Au-dehors de toute lumière [suite ?]

Type : environ 100 feuilles A4 recto tapuscrites ; Dates : juin-juillet 1988 (?) ; Matières : narration ; Textes : Au-dehors de toute lumière ; Dessins : Calligrammes dans le texte existant

 

J’ai rédigé le récit de Bruce Heatless au printemps 1988, en avril ou en mai. C’est un récit que j’ai longtemps laissé de côté, peut-être à cause de sa dimension introspective, peut-être à cause de la naïveté de la narration qui décrivait l’enfermement volontaire d’un chanteur de hard rock. Ou encore parce que ce scénario me paraissait trop démarqué de Pink Floyd The Wall.

 

Mon nom serait Bruce Heatless. En d’autres circonstances, vous n’en auriez rien à branler. Pas en celle-ci. J’ai avec moi des milliers d’amis que je ne connais pas - qu’importe ! Eux me connaissent. Je suis une star. Je fais de la musique.
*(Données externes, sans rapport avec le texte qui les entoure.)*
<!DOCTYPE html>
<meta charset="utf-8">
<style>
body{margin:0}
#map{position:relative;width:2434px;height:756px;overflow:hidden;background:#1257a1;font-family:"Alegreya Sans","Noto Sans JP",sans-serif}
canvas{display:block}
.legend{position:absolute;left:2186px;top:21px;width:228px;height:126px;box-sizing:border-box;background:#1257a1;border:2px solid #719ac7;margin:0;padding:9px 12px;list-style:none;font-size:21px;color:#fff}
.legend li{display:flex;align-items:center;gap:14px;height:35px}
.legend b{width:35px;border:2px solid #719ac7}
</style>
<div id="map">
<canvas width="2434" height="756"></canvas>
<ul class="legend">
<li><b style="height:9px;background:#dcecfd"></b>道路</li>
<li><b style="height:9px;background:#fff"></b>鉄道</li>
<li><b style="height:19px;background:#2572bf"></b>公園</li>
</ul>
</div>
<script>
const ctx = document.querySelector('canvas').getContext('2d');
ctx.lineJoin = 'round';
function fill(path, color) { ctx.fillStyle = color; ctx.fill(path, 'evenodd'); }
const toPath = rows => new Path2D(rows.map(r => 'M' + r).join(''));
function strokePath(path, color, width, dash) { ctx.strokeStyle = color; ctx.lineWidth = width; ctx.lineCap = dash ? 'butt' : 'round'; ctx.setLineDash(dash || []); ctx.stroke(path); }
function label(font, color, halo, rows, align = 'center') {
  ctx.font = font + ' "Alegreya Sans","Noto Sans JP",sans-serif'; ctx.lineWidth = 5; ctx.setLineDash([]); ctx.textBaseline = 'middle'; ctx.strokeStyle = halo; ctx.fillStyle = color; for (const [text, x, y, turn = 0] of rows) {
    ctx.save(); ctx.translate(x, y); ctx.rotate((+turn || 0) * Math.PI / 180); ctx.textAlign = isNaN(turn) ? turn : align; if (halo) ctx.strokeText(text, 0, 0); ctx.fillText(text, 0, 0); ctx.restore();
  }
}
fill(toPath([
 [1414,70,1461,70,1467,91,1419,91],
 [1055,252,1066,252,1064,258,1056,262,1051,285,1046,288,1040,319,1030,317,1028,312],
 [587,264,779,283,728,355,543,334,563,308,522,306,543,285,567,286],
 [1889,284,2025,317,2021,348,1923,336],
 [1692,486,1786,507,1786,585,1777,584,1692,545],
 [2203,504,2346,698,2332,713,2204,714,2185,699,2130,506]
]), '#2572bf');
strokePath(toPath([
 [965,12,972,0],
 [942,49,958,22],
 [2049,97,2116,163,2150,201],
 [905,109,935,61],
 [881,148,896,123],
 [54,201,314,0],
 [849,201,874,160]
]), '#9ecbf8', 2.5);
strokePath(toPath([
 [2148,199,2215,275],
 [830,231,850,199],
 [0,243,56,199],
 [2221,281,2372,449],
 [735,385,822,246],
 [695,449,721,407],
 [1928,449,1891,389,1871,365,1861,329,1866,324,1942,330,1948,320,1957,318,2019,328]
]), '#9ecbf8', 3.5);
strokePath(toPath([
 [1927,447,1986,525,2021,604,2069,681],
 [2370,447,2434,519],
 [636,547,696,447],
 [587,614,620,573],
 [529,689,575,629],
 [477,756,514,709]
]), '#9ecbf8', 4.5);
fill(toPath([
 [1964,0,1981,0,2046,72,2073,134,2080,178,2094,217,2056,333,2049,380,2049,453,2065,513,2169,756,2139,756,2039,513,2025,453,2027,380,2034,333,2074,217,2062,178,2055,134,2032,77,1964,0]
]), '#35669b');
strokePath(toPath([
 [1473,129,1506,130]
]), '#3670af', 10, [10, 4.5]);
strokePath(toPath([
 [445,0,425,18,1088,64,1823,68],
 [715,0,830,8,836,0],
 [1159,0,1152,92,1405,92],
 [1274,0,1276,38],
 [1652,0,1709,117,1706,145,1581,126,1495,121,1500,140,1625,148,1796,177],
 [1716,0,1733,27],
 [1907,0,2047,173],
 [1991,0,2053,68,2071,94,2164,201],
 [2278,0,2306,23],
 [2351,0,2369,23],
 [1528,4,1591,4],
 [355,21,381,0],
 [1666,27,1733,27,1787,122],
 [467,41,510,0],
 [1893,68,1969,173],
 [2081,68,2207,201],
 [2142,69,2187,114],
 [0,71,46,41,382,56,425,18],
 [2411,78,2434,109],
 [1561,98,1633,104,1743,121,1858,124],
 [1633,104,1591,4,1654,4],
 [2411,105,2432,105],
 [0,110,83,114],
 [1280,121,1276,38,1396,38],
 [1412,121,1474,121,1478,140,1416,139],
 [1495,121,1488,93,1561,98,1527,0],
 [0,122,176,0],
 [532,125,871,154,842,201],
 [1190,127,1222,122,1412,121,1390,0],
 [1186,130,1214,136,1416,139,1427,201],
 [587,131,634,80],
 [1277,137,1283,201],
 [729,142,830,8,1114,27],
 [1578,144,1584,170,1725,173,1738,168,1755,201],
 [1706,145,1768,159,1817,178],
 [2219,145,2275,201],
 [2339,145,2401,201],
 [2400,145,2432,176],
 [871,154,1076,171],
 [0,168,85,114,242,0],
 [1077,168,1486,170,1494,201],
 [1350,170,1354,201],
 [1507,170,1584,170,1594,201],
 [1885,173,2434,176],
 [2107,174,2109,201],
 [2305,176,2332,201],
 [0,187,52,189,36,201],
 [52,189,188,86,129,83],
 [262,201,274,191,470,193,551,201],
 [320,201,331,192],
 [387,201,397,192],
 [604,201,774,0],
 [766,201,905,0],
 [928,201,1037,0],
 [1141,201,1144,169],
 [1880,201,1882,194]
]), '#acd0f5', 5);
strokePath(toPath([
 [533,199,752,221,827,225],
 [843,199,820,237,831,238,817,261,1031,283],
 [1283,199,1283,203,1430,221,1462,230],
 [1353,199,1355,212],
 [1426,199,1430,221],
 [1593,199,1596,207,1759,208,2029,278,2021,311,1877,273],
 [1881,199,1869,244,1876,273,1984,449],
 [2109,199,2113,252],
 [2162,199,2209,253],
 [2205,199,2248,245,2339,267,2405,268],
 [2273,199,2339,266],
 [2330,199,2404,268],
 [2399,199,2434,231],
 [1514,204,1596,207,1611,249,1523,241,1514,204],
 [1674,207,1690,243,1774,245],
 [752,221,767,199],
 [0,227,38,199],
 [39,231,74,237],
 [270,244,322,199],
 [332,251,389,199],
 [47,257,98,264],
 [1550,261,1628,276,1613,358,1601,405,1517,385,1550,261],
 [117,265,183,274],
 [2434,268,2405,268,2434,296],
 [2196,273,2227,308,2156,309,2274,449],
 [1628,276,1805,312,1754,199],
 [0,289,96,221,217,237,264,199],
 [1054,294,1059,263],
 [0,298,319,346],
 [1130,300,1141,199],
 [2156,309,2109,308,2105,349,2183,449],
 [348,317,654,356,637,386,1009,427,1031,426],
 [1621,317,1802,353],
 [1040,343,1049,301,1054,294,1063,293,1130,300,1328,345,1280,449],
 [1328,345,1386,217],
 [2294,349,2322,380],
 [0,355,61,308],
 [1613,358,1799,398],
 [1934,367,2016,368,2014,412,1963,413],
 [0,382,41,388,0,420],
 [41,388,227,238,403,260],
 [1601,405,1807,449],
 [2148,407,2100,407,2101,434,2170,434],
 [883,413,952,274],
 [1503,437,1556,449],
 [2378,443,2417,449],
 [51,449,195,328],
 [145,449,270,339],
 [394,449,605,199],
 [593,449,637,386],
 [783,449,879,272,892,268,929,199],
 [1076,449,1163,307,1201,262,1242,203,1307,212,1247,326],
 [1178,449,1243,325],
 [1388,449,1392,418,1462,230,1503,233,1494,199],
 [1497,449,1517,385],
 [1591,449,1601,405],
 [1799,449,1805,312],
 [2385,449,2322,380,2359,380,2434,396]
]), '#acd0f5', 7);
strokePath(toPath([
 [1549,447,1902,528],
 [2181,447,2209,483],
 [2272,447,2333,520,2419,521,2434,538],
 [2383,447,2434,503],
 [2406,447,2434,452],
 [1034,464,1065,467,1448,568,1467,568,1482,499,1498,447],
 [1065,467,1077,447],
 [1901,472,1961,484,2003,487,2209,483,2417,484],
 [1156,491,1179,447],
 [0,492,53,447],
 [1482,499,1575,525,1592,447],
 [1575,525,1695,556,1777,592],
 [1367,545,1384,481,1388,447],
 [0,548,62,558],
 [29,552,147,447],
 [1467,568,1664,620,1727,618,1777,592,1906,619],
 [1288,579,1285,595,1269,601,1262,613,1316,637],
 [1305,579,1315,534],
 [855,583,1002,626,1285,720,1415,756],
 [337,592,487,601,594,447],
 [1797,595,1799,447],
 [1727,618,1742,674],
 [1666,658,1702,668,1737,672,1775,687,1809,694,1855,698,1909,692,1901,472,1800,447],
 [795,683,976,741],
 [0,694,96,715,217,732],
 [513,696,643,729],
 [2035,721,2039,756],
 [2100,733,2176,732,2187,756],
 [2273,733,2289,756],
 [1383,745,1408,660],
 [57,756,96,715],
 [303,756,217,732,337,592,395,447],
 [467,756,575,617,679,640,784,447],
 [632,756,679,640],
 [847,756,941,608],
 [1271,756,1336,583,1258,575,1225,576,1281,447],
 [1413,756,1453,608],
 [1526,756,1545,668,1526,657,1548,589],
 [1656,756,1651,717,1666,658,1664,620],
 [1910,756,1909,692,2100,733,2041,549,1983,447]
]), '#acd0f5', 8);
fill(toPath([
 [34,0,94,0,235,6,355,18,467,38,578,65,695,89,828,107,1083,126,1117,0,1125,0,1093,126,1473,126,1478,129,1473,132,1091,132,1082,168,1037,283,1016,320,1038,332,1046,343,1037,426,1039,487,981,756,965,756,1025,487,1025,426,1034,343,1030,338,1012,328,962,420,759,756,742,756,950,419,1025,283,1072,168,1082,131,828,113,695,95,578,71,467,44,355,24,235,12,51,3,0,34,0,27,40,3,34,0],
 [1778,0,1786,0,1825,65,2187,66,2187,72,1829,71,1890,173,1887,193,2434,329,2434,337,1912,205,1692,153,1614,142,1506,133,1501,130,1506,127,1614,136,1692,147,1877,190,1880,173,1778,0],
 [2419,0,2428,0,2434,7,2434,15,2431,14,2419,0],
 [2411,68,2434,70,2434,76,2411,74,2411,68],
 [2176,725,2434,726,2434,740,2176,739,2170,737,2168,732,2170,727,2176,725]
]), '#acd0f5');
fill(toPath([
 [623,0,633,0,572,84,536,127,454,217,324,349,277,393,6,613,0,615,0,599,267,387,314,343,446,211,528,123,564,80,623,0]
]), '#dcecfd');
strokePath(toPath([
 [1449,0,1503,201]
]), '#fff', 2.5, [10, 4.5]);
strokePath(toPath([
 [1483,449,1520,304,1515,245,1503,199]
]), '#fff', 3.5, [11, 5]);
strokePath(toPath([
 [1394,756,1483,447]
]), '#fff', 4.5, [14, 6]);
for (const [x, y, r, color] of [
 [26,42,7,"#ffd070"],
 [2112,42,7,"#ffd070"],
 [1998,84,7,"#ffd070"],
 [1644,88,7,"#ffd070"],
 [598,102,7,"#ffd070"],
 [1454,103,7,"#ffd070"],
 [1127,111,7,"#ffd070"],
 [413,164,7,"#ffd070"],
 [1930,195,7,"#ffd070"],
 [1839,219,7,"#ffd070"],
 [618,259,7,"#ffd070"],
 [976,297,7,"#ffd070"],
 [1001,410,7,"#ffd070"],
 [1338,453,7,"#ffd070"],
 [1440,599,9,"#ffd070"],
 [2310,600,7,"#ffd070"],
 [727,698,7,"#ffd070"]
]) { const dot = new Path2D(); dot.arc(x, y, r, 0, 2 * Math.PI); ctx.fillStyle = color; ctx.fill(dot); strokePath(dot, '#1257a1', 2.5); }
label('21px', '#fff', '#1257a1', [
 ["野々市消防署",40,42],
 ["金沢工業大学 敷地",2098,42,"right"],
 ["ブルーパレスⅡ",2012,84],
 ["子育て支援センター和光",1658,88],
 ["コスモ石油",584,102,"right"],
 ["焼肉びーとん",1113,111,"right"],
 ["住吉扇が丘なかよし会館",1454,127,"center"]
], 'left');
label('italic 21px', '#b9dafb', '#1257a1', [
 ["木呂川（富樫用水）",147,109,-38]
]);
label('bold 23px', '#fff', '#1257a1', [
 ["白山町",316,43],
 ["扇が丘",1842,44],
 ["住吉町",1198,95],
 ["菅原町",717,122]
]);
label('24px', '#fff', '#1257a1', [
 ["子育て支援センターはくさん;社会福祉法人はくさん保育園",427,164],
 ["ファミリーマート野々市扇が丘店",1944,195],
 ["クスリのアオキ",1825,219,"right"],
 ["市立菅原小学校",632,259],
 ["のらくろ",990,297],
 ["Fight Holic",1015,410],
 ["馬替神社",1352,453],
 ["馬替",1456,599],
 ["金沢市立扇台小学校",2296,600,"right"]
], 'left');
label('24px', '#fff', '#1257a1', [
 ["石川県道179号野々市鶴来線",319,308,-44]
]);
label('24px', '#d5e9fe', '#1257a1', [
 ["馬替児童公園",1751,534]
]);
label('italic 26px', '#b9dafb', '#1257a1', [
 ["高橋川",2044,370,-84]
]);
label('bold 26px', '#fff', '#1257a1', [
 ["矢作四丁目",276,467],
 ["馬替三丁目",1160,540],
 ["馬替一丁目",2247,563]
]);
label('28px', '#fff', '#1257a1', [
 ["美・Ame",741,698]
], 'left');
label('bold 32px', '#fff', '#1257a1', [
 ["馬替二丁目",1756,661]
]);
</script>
Eh bien ! ça pourrait être le pied de conduire des millions de connards et de branleurs vers la terre promise. Ca ne l’est pas. Je m’en fous. Je suis sous acide depuis trois jours. Un paradis ? Non. Un enfer ? Non plus. Il ne faut pas me prendre pour un gosse. Je ne crois plus au paradis ni à l’enfer depuis des années. Années de merde. Comme je vous l’ai dit je joue de la musique et mon unique fierté reste que cette musique est la mienne et uniquement la mienne. D’ailleurs, qu’importe ? Les gens qui m’entourent comme ceux qui sont chaque jour à mes pieds veulent juste des ondes sonores (monte le son, Max !), alors ils en ont et ils se foutent de savoir que ce vampirisme tue.

 

Ce récit imprime pourtant un motif qui s’est ancré profondément dans mon existence scripturale, celui d’un enfermement volontaire, affirmé comme une révolte contre le monde (dans sa globalité), une forme de résistance passive en somme, opposée au diktat de la réalité. Une curiosité de cet essai narratif tient dans la multiplication des calligrammes dont je ne saurais dire quelle a pu être la source d’inspiration effective, même s’il est probable que j’aie eu l’occasion de voir quelques-uns des poèmes graphiques d’Apollinaire (que je ne lisais pas autrement).

 

La question que je n’ai jamais tranchée est celle de l’existence d’une suite aux cinquante pages conservées. Y a-t-il eu une suite ? Il ne m’est pas possible de le garantir. Le texte paraît complet. Pourtant, l’impression persiste d’un prolongement que j’aurais par la suite détruit car il devait aggraver sensiblement la dérive mystique qui se dessinait dans le texte existant. C’est peut-être la persistance de ce souvenir même qui me fait douter de sa réalité. La part de mysticisme dans le récit existant est loin d’être nulle en effet.

 

Mais pourquoi sortirais-je d’ici ? J’aime cette pièce et le rien qu’elle contient. J’aime brasser son air de liberté et même si cet air est devenu irrespirable, je pourrais le respirer encore pendant des millions d’années : cette pièce est la pièce de mon immortalité. Je vis en elle, en son sein, je suis son enfant fœtus, son gosse avide de liberté. Je suis et je serai, je ne connais pas ma destinée, je sais que vue de l’Extérieur elle sera lamentable, mais en moi je la sentirai glorieuse, grandiose, le destin de Jésus Christ au moins. Et je me sentirai prêt l’heure de ma Mort venue car j’aurai accompli ce que j’avais à accomplir : j’aurai hurlé au-dehors de toute lumière. Et cela avant moi peu de monde l’aura fait, car le monde s’est terré en lui-même et s’est réfugié en une autosatisfaction morbide, et fait et fera tout pour se faire croire qu’il est parfait et infini. Oh mon Dieu, pourquoi devoir les laisser s’enliser dans une si lamentable erreur, pourquoi refuser de leur faire comprendre ? Ce sont tes enfants, même si ce sont des enfants bâtards, une engeance maudite de sa bénédiction, leur perversité n’est due qu’à leur cécité et ils sont Ton Œuvre, Ta Chair, tu les as faits. Nous sommes Tien comme Tu es Nôtre.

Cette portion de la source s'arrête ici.